Os trechos em itálico foram extraídos do texto que David Gordon escreveu para o The Mises Review, Volume 12, Número 3 (2006).


 
Notas:

[1]  Lembrando que Churchill também era um grande fã de Mussolini. Isto talvez explique a razão pela qual a Itália tenha sido poupada da vingança dos Aliados após a derrota do Eixo em 1945.


Existe ainda um prédio da Marinha americana, construído nos anos 1960, com o formato de uma suástica. Após clamor popular, a Marinha decidiu gastar U$ 600 mil para corrigir o prédio de formato ofensivo.

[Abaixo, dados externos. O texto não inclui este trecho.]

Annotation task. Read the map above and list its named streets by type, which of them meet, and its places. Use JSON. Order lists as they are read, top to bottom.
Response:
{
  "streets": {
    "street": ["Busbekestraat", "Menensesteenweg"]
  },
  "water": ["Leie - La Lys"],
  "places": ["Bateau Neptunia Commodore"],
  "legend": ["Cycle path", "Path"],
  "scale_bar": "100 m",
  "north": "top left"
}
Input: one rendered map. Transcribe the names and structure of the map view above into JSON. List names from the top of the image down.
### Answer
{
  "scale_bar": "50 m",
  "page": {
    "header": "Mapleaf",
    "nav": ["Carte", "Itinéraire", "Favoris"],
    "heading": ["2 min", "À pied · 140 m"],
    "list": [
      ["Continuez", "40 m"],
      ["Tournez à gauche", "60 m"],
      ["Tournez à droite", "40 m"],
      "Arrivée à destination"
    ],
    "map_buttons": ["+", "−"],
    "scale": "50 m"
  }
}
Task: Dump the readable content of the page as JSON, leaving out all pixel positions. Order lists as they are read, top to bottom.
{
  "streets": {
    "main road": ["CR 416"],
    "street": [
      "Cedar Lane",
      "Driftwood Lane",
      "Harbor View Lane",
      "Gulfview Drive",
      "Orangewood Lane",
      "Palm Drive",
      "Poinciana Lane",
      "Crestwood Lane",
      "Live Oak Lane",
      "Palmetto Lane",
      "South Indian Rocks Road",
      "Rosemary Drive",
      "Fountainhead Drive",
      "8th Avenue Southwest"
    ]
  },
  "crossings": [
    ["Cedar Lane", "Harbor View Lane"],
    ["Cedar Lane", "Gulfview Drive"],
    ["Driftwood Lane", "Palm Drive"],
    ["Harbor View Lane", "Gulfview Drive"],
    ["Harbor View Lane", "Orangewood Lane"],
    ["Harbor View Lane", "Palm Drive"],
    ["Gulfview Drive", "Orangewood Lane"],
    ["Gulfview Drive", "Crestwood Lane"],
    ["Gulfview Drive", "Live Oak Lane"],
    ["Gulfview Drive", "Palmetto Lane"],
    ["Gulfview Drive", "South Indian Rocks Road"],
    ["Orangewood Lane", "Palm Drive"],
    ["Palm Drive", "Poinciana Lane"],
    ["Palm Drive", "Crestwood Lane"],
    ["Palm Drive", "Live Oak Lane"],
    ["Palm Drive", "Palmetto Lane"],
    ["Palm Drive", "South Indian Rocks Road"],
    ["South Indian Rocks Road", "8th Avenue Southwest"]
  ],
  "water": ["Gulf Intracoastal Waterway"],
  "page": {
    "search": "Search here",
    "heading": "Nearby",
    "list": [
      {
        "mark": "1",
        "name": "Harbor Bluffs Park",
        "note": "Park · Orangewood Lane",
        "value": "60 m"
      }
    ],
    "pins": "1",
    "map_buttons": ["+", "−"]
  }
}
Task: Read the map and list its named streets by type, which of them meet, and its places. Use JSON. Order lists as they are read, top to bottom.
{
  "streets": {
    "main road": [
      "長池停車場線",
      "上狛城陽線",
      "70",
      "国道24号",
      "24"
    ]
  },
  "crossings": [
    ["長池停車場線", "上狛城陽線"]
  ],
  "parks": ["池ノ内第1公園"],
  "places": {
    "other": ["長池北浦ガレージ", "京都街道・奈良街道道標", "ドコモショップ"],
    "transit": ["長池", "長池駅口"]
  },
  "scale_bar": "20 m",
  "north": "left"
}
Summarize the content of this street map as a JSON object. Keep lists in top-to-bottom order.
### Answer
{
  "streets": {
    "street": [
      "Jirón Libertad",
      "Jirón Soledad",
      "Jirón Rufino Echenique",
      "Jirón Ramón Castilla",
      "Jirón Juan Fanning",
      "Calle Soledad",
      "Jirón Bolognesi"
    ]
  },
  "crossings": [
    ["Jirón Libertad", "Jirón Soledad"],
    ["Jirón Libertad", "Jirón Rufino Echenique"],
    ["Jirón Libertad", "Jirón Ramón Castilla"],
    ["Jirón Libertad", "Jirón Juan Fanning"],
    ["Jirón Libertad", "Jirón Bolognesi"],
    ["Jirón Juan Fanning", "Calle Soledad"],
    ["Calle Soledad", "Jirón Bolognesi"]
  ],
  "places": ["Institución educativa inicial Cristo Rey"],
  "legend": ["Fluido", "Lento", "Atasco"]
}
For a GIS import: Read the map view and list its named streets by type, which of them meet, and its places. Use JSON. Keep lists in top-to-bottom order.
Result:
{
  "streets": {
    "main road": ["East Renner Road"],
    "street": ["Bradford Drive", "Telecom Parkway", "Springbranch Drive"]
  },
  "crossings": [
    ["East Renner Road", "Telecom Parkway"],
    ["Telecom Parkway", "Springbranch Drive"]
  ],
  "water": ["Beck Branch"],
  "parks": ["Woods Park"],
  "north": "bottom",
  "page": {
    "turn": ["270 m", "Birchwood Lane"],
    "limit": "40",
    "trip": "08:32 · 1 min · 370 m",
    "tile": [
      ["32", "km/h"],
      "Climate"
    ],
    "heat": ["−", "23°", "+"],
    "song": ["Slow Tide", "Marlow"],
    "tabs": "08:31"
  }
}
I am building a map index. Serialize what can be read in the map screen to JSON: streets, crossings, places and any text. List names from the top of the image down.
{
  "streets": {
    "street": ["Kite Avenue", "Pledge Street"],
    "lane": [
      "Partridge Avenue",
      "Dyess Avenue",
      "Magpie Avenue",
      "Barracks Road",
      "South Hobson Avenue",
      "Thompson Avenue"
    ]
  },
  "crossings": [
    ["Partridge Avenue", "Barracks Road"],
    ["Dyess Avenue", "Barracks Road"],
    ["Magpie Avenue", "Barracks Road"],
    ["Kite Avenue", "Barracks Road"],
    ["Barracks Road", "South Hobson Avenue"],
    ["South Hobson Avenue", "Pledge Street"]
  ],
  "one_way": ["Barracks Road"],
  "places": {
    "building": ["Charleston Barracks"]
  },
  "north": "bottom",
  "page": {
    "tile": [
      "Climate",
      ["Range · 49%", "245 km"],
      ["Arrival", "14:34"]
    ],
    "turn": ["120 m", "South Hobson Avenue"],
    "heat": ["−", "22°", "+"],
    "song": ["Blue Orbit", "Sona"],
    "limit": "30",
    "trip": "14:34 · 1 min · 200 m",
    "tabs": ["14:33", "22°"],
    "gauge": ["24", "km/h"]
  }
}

[3] Até a entrada na guerra, quando então foram criados campos para os cidadãos americanos de ascendência japonesa.

[4] Lorena Hickok foi amante da primeira-dama Eleanor Roosevelt, que tinha vida sexual bem ativa com homens e mulheres. Entre seus amantes estão Harry Hopkins e Earl Miller, funcionários de FDR. Em relação à afirmação “se Roosevelt fosse um ditador”, vale lembrar que ele governou os EUA de 1933 a 1945, foi o único presidente a ter quatro mandatos seguidos e, evidentemente, só largou o osso porque morreu um pouco antes da guerra terminar.

[5] Roosevelt chamava carinhosamente o genocida Stalin de “Tio Joe”.